From this illustration… if you got the idea of a carrier pigeon… that is the image and all the Iconic elements working together to Indexically point to a carrier pigeon. BUT if you also got from that the sense of a pilot, a World War II flying Ace-type pilot in his leather flying jacket, and his the flying helmet and goggles, then also Indexically it is pointing you to that. It is the same image, but it is starting to [semiotically] work
All those Iconic levels are starting to work, and point you to these two indexical elements… that is representing a carrier pigeon…it is also representing a pilot… a particular type of military pilot… RAF military pilot.
But if any of you, of a certain generation, also remember the Hannah Barbera cartoon of Catch the Pigeon I think it was called? Then you will get the other connections to this, is the fact that Dick Dastardly and Muttley [are] …always trying to catch the carrier pigeon with all their flying machines… it is a lean towards that, as popular culture.
So, as I said it was aimed at the target audience of the community within the Wirral Metropolitan Borough Council catchment area, of people who the council wanted… to help the local people… improve their communication with the council. So, this is one illustration that just reinforces, in a document, that [the council] put through the door to their people who live within the council metropolitan area. It is just reinforcing this idea of communication between two entities… themselves (the council) and the Metropolitan Borough.
So that takes us up to the next level really, which is Symbolic.
If this illustration is referring to communication…an aspect of communication… then… as I said… it was aimed at how to contact the Wirral Metropolitan Borough Council.
It was in a brochure comprising of lots of different illustrations all reinforcing the idea of different modes of communication of how to contact the council. That is essentially when you see the illustrations and you get the idea that when you see this, in the context of the Wirral documentation, this image… this illustration… is pointing the target audience at contacting the Wirral Metropolitan Borough Council, to actually help with the bins or whatever [the residents need].

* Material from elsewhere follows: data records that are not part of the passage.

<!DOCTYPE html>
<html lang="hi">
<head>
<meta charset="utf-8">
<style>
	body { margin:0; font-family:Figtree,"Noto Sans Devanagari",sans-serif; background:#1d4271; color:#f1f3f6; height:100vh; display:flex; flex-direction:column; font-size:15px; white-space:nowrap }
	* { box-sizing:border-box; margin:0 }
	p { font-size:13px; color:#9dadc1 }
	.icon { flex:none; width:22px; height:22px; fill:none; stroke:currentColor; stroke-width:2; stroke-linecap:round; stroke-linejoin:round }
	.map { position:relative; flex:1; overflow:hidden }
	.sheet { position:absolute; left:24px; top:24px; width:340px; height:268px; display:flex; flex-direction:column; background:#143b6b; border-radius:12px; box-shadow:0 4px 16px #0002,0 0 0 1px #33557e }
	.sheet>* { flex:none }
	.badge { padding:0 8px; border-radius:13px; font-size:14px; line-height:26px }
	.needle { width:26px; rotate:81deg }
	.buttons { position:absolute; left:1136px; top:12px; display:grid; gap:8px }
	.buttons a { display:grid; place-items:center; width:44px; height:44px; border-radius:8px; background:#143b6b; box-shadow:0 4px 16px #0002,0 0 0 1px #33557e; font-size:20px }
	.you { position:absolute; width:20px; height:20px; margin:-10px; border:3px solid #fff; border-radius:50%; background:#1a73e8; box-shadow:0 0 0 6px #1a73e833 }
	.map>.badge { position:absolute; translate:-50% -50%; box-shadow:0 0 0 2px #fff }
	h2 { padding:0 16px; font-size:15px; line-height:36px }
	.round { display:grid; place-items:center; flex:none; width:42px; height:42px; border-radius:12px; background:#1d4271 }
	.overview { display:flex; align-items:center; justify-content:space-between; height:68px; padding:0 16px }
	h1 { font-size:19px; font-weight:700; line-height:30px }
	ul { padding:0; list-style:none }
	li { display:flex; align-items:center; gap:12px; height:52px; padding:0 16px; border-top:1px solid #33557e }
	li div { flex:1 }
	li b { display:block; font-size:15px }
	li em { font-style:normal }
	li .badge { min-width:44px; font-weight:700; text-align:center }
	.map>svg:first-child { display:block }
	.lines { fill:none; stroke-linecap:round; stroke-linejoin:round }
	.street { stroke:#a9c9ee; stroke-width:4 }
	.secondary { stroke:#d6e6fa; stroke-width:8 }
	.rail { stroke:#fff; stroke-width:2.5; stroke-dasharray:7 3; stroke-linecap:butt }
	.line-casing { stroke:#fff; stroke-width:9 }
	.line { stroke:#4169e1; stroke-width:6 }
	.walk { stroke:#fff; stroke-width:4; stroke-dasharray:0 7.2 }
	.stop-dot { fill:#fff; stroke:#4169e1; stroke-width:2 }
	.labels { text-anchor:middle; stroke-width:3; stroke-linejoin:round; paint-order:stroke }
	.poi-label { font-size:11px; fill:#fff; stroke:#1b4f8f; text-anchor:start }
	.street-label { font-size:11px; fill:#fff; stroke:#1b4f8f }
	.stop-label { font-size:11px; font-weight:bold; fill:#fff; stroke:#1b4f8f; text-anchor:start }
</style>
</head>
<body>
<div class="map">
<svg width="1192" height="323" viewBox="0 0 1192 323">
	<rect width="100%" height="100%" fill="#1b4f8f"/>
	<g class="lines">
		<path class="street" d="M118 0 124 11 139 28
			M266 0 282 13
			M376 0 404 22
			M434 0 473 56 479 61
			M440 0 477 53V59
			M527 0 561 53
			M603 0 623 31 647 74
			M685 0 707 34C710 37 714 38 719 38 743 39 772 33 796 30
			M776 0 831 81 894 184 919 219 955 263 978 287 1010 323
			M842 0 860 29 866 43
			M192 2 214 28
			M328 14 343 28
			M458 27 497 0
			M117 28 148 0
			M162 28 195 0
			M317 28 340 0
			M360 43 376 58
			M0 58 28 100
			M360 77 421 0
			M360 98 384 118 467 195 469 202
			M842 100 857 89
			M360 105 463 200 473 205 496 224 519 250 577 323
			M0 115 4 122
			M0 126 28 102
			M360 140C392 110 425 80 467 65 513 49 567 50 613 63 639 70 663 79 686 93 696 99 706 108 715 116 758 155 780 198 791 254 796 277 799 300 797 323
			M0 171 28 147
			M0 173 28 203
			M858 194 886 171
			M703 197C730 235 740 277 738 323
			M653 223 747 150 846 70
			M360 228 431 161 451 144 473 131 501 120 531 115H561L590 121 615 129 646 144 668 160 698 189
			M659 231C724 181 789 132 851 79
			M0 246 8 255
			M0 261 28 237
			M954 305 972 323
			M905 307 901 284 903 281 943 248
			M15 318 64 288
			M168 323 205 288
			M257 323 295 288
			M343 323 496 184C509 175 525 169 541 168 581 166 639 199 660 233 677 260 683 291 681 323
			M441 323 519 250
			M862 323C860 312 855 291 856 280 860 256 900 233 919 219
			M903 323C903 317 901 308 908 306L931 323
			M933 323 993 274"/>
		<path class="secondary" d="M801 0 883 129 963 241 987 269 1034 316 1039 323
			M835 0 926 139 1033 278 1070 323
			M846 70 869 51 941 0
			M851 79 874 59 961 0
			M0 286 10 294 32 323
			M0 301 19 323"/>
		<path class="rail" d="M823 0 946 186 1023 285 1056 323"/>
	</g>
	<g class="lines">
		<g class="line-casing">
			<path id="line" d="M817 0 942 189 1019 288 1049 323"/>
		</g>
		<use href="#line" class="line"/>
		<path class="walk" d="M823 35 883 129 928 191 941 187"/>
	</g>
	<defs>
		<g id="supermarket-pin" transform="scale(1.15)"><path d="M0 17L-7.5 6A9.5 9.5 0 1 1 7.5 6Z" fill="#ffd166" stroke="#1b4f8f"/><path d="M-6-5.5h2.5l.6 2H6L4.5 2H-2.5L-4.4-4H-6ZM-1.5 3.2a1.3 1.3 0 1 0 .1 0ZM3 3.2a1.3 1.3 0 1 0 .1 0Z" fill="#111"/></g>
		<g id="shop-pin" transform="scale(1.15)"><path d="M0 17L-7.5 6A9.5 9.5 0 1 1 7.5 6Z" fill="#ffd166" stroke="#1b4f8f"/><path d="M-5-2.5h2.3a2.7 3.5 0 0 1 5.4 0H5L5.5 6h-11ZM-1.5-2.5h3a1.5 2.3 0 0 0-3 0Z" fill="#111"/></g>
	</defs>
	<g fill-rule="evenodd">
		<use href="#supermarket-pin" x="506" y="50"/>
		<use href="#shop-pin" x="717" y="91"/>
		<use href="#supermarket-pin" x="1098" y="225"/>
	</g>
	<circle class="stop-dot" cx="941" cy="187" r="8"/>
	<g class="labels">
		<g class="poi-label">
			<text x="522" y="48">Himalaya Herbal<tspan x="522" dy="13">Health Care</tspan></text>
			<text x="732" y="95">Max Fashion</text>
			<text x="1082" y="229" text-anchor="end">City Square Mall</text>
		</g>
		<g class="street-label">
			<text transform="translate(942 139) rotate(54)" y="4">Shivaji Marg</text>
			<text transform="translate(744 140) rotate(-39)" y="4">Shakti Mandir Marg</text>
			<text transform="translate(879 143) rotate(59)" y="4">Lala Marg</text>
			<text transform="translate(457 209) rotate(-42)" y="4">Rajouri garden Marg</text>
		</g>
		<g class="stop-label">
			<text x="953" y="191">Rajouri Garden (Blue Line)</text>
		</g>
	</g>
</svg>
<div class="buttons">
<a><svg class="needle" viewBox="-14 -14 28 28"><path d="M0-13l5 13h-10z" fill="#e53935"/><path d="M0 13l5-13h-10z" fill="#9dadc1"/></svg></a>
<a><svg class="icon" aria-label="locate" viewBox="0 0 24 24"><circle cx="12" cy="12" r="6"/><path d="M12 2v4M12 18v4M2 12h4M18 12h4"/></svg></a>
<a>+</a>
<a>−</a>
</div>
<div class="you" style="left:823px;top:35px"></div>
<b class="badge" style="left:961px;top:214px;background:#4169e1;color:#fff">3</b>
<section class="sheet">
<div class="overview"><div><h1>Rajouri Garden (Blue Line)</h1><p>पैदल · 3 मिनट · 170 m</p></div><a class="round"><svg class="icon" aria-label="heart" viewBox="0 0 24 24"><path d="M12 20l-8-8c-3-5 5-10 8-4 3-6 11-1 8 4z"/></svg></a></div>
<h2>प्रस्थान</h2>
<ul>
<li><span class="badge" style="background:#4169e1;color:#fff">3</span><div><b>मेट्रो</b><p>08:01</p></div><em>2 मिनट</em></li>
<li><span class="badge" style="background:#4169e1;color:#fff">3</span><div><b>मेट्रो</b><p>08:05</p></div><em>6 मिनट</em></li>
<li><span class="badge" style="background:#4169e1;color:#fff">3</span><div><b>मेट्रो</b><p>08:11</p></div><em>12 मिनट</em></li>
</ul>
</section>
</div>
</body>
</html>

So, at this level, it is gone beyond the fact that it is a carrier pigeon. It is gone beyond the fact that it could be a pilot, and references to Dick Dastardly and Muttley, trying to capture the carrier pigeon… into… "this is reinforcing a form of communication to The Wirral" which is the big Concept that this is about.

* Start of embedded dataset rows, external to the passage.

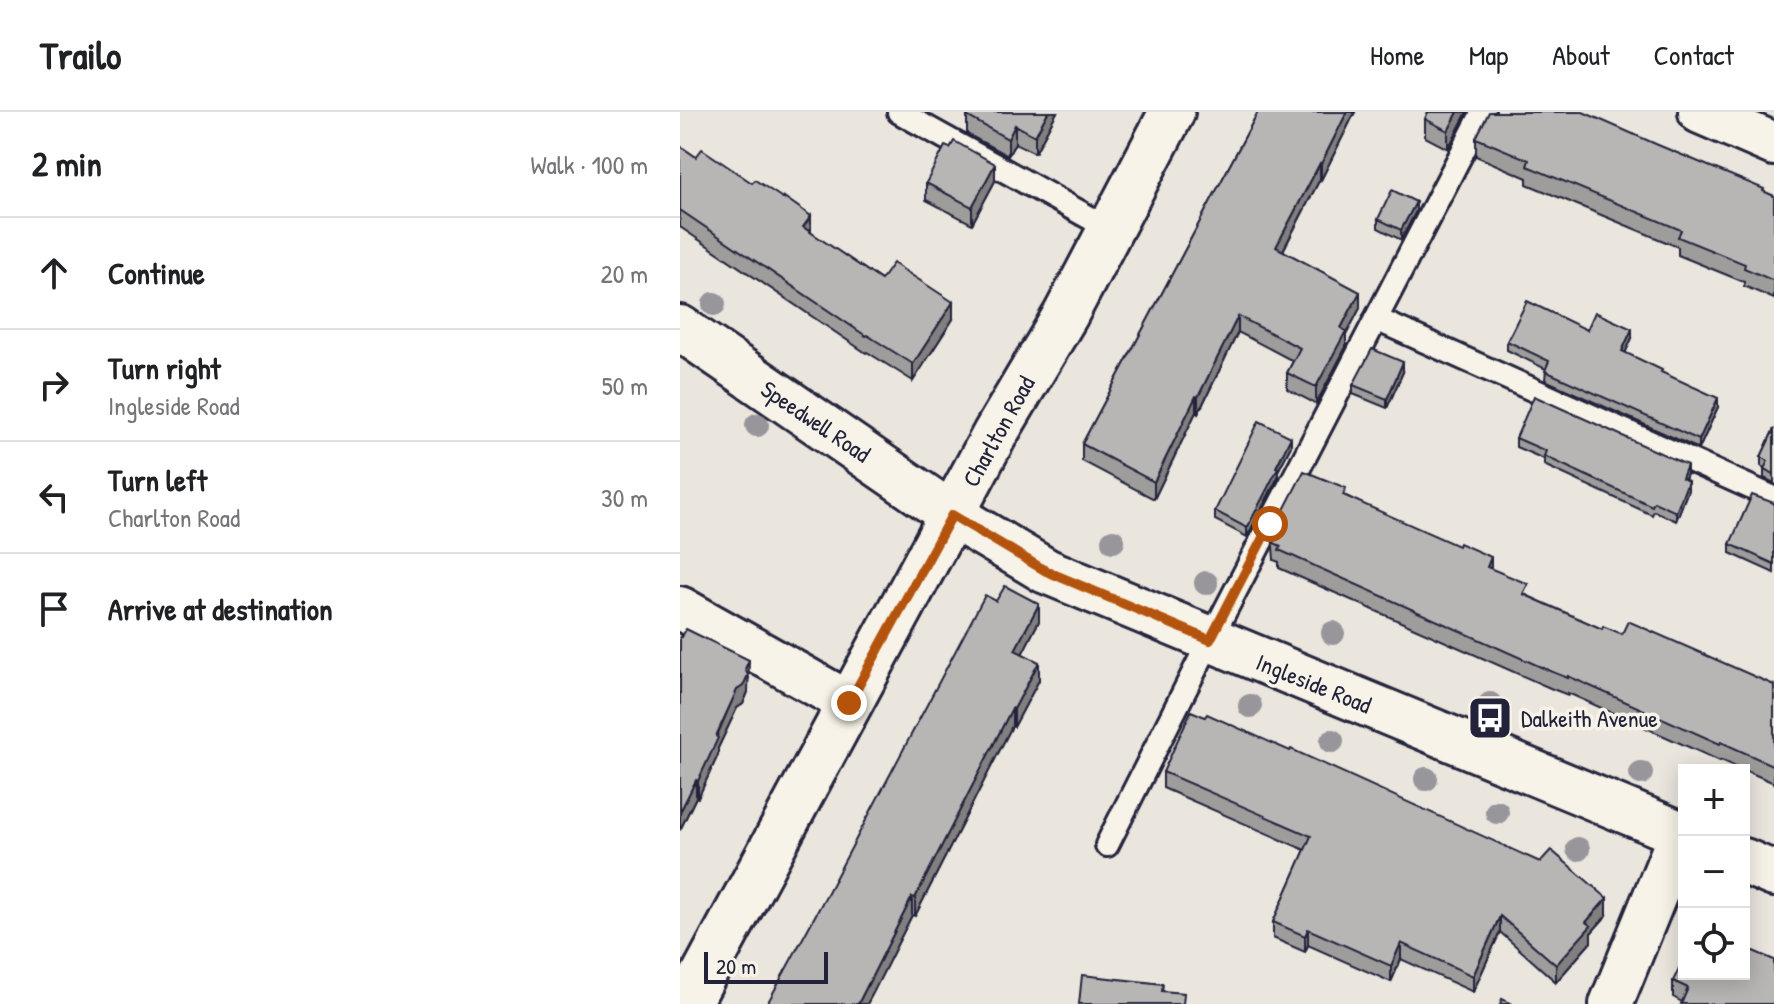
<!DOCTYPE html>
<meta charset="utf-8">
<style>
body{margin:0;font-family:"Patrick Hand",sans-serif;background:#f2f2f2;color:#202124}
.controls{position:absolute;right:24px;bottom:24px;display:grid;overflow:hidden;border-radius:0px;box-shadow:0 4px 20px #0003}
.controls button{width:72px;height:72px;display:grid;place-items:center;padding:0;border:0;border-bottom:2px solid #e0e0e0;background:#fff;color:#202124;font:40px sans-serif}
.scale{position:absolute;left:24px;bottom:20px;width:124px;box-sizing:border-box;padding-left:8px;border:4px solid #22223b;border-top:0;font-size:22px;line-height:28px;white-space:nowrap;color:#22223b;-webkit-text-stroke:6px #f7f3e8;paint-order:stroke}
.stop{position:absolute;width:24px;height:24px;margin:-18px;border:6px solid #b45309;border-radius:50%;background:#fff}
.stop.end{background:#b45309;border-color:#fff;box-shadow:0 2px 8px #0008}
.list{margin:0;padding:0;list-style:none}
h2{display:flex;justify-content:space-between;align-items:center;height:104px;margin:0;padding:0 32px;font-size:34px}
h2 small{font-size:26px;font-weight:400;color:#757577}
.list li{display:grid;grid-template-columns:52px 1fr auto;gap:24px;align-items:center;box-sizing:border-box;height:112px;padding:0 32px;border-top:2px solid #e0e0e0}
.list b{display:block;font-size:30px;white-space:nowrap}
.list p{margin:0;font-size:26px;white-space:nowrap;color:#757577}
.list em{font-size:26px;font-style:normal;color:#757577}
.icon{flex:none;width:44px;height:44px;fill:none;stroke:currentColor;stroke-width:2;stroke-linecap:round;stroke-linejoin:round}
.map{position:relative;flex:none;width:1094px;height:892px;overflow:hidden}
header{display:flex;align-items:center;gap:48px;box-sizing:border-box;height:112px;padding:0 40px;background:#fff;border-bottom:2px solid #e0e0e0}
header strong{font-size:38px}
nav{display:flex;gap:44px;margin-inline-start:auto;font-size:28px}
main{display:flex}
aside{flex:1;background:#fff}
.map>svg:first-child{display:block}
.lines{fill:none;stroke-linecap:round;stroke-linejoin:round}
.service-casing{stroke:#22223b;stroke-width:28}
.minor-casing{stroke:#22223b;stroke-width:48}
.tertiary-casing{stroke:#22223b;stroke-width:50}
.service{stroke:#f7f3e8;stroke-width:22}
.minor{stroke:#f7f3e8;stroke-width:42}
.tertiary{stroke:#f7f3e8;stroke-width:44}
.tree{fill:#98969b}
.wall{fill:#9e9d9c;stroke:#22223b;stroke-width:2}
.shaded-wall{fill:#817f7f;stroke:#22223b;stroke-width:2}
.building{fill:#b8b6b5;stroke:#22223b;stroke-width:2}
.route{stroke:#b45309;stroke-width:10}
.labels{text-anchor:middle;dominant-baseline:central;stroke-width:7;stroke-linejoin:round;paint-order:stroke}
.street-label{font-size:24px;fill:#22223b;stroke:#f7f3e8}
.poi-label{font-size:24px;fill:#22223b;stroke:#f7f3e8;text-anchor:start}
</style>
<header>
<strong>Trailo</strong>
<nav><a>Home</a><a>Map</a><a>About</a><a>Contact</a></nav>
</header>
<main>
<aside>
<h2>2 min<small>Walk · 100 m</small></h2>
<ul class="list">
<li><svg class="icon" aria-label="ahead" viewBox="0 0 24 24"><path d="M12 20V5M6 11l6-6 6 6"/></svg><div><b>Continue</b></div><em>20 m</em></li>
<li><svg class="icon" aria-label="right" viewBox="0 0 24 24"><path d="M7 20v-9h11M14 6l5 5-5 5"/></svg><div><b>Turn right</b><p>Ingleside Road</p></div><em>50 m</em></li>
<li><svg class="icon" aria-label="left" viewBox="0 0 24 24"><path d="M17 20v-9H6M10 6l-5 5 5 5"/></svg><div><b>Turn left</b><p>Charlton Road</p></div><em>30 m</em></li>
<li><svg class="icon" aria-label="arrive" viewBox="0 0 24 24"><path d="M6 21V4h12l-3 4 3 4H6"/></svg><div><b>Arrive at destination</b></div></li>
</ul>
</aside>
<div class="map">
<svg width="1094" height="892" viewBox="0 0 1094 892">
<rect width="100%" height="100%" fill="#eae6de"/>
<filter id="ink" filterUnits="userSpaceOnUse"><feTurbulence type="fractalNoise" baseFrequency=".0125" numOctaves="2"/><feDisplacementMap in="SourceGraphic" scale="16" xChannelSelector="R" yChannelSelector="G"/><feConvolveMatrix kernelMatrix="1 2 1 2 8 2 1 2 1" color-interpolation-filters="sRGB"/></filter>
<g filter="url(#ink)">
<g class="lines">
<g class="service-casing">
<g id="service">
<path d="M219 0 430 117"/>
<path d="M696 207 1094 386"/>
<path d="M427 733 530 528 803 0"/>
</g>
</g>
<g class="minor-casing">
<g id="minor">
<path d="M1020 0 1094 32"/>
<path d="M0 496 169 591"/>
<path d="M931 892 1000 722"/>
</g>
</g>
<g class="tertiary-casing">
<g id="tertiary">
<path d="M0 216 272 403 366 459 1004 723"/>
<path d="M1064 749 1094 762"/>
<path d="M8 892 315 322 386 202 492 0"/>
</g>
</g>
<use href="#service" class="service"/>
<use href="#minor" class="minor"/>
<use href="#tertiary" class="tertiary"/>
</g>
<g class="tree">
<circle cx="34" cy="192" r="12"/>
<circle cx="77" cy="313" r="12"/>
<circle cx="433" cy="429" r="12"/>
<circle cx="526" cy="471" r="12"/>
<circle cx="653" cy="521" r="12"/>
<circle cx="810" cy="592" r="12"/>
<circle cx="570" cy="594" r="12"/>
<circle cx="652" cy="629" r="12"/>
<circle cx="961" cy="661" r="12"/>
<circle cx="746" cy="667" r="12"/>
<circle cx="817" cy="700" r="12"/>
<circle cx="898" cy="737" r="12"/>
</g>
<g class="wall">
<path d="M377 0 355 41 335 31 328 44 287 22V4Z"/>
<path d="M578 0H675L641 68 640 67 603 139 680 196 666 223V235L636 292 607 277V261L613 249 558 220 518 302 516 300 474 387 402 349V332Z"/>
<path d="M748 0H787L768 37 745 25V7Z"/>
<path d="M796 26 1084 80 1094 84V187L1064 174V170L998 143V135L847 72V66L796 44Z"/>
<path d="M0 34 16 45 72 71 131 121 201 168 273 207 233 269 187 240 186 241 0 115Z"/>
<path d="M270 36 315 69 292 112 246 88V71Z"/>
<path d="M736 99 721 128 698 116V107Z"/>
<path d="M907 218 952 226 945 241 982 261 1038 295 1019 337 865 268 866 257 827 238V229Z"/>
<path d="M723 260 707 296 673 282V273Z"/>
<path d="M1094 317V371L1084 366V356L1081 354V345Z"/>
<path d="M836 326 1007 362 1005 368 1008 378 996 409 974 399 972 403 864 353V347L836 335Z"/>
<path d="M611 334 598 359V365L567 425 535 408V399Z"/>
<path d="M666 384 811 457 848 484 922 517 942 522 1094 573V671L1041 648 1040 649 888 581V583L870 576 599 456V450L594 448 592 421Z"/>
<path d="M1094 391V461L1050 441V432Z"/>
<path d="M359 509 342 542 359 568 334 615 332 614 235 804 232 803 187 892H87Z"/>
<path d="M0 525 69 566 68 569V580L63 592 57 596 38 636V643L18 686 16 685 0 718Z"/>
<path d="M483 660 927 803 911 821V830L876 870 820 820 793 880 721 847 711 870 628 833 625 840 593 826V810L625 738 483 676Z"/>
<path d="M1094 848 1002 890 993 885V869Z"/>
</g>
<g class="shaded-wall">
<path d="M368 0H377L355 41V24Z"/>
<path d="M667 0H675L641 68V52Z"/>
<path d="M778 0H787L768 37V19Z"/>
<path d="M335 13V31L328 44V27Z"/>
<path d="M640 51V67L596 152V135Z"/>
<path d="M315 52V69L292 112V95Z"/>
<path d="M736 90V99L721 128V118Z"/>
<path d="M131 104V121L123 115Z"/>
<path d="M680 180V196L666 223V235L636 292V275L661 216Z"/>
<path d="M273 190V207L233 269V252Z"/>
<path d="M558 204V220L518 302V285Z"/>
<path d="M952 217V226L942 248V239Z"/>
<path d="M723 250V260L707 296V287Z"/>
<path d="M516 284V300L474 387V370Z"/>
<path d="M1038 286V295L1019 337V328Z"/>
<path d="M611 325V334L598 359V365L567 425V416Z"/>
<path d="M1007 353V362L1002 375V366Z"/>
<path d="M1008 369V378L996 409V400Z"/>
<path d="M811 445V462L807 455Z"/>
<path d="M359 492V509L335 556V538Z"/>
<path d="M69 548 68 580 63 592 57 596 38 636V643L18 686V669Z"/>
<path d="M359 550V568L334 615V597Z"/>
<path d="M332 596V614L235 804V786Z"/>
<path d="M16 668V685L0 718V700Z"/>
<path d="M232 785V803L193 881 187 892H178Z"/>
<path d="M927 786V803L911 821V830L876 870V853L906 810Z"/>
<path d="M820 804V820L793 880V864Z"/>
<path d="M628 817V833L625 840V824Z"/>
<path d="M721 831V847L711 870V854Z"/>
</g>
<g class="building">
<path d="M289 0H368L355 24 335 13 328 27 287 4Z"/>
<path d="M578 0H667L641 52 640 51 596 135 680 180 661 216 666 219 636 275 607 261 620 236 558 204 518 285 516 284 474 370 402 332Z"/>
<path d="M748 0H778L768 19 745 7Z"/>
<path d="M809 0H903L978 33 1084 77 1083 79 1094 84V169L1064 156 1065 152 998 125 1001 118 847 54 849 48 796 26Z"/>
<path d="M274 29 315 52 292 95 246 71 265 34 270 36Z"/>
<path d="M0 34 16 45 22 37 72 71 75 68 104 87V85L131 104 123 115 201 168 213 151 273 190 233 252 187 223 186 224 0 98Z"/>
<path d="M712 78 736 90 721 118 698 107Z"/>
<path d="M847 189 907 218 915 200 952 217 942 239 982 258 981 260 1038 286 1019 328 865 259 869 249 827 229Z"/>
<path d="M692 237 723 250 707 287 673 273Z"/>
<path d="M854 284 1007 353 1002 366 1008 369 996 400 974 390 972 394 864 344 866 339 836 326Z"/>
<path d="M579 309 611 325 596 355 598 356 567 416 535 399Z"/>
<path d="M1094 317V362L1084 357 1088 349 1081 345Z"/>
<path d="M624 359 666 376 663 383 778 434 779 431 811 445 807 455 848 472 843 482 922 517 923 514 942 522 948 509 1094 573V654L1041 630 1040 632 888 564V566L870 559 599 438 601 434 594 431 597 423 592 421Z"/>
<path d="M1072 383 1094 391V452L1050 432Z"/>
<path d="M325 474 359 492 335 538 359 550 334 597 332 596 235 786 232 785 178 892H87L148 780 305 483 316 489Z"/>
<path d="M6 517 69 548 65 557 68 563 63 574 57 578 36 624 38 626 18 669 16 668 0 700V525H2Z"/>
<path d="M511 599 525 605 527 602 610 639 611 637 860 750 871 738 927 786 906 810 911 814 876 853 820 804 793 864 721 831 711 854 628 817 625 824 593 810 631 724 483 660Z"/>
<path d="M1064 835 1094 848V892H1001L1008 876 993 869 1004 846V862H1064Z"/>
<path d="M402 863 483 872 482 879 504 881 503 892H399Z"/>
<path d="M822 887 832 892H820Z"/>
</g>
</g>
<g class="lines" filter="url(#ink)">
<path class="route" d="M169 591 272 403 366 459 530 528 590 412"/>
</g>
<defs>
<g id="bus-square" transform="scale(2.3)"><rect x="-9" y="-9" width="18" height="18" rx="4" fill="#22223b" stroke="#f7f3e8"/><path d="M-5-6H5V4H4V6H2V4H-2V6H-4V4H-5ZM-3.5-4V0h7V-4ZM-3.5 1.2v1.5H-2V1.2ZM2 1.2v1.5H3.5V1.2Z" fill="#fff"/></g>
</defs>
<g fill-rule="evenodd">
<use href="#bus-square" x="810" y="606"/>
</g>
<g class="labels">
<g class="street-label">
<text transform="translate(136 309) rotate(34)">Speedwell Road</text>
<text transform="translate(318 319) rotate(-61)">Charlton Road</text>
<text transform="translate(634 571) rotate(22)">Ingleside Road</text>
</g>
<g class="poi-label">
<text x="841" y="606">Dalkeith Avenue</text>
</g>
</g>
</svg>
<div class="controls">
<button>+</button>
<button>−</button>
<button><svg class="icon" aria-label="locate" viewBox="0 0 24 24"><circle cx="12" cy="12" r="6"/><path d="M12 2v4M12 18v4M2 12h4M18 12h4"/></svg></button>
</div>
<div class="scale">20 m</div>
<div class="stop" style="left:590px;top:412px"></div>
<div class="stop end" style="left:169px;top:591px"></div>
</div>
</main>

So, then, it becomes a convention or a rule that is agreed between the target audience, that when they see this illustration, and these illustrations that were in the brochure… all of this reinforces the idea that it is all about communication.
So, there we have it.
We have Indexical… Sorry… we have Iconic… which, if interpreted in such a way by the target audience… that they make the connections… it could become Indexical representation.
And once all of that is taken on board by the target audience… they then, generally agree, that when we see all of these illustrations that illustration - the carrier pigeon - and all these other illustrations showing different forms of communication… then this means about contacting Wirral Metropolitan Borough Council, on the Wirral, opposite Liverpool.
Okay.
So, that is today's lecture on Semiosis in this case illustrating Semiosis - the sign-action in action.